___ Data to examine ___

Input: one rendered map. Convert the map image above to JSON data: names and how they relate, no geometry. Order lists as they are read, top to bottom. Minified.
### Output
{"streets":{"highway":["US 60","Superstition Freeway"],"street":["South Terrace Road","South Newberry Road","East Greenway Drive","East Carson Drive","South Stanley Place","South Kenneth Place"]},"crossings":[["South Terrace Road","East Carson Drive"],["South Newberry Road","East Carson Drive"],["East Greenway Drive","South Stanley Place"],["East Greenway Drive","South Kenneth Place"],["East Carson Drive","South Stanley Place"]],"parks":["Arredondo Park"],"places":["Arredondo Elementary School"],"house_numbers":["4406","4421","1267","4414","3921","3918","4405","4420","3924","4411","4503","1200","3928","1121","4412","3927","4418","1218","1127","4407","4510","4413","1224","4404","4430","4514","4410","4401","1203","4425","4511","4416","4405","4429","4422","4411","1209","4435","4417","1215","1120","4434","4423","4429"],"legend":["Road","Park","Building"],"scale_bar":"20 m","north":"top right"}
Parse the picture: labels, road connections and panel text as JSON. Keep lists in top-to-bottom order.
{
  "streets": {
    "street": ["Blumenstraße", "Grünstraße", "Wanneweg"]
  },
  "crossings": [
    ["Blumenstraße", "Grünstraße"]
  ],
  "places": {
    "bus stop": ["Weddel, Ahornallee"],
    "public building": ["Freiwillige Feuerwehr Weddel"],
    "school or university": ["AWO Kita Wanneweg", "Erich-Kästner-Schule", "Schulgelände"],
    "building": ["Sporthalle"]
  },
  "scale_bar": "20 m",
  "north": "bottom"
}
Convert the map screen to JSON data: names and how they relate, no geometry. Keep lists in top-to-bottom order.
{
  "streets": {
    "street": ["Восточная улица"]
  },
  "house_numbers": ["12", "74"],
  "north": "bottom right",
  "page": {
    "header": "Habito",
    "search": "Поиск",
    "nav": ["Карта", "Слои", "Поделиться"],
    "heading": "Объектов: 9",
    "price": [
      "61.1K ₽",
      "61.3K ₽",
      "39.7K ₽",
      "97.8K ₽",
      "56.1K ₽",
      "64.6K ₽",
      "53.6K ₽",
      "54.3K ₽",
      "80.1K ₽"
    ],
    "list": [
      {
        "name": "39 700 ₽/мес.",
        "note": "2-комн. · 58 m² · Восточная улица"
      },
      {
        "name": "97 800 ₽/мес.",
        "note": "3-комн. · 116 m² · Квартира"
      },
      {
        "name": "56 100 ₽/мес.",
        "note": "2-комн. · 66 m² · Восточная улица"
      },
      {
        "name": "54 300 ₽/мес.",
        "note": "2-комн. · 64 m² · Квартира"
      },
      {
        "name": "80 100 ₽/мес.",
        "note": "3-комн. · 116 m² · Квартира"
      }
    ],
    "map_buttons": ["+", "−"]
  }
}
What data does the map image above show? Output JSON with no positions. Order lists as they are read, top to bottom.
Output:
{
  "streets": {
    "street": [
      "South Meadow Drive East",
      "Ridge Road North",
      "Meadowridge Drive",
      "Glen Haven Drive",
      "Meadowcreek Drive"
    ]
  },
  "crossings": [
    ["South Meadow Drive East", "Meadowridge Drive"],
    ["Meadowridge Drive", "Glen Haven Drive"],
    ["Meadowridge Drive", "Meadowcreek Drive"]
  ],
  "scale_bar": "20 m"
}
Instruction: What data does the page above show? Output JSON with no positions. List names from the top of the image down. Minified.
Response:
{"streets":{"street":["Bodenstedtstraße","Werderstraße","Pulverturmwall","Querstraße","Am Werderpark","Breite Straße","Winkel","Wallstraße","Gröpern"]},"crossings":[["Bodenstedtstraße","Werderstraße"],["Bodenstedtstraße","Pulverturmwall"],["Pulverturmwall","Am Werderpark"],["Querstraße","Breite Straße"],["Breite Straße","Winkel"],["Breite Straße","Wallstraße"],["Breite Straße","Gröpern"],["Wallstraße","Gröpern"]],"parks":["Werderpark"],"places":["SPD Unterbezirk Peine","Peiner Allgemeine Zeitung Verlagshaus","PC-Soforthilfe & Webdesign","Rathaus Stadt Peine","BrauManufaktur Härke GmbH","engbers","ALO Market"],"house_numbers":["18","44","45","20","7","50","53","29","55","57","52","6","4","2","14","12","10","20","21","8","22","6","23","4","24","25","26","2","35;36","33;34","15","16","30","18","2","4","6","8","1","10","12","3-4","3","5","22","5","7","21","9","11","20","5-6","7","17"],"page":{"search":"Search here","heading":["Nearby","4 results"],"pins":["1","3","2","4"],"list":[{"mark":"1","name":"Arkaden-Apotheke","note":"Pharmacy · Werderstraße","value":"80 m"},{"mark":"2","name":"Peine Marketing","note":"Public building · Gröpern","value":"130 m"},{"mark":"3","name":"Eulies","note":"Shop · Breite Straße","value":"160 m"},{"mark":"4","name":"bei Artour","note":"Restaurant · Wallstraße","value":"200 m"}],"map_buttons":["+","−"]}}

___

* Work required:
In the records above, how many lines contain the word "positions"? Say only the number.

* Exercise output:
2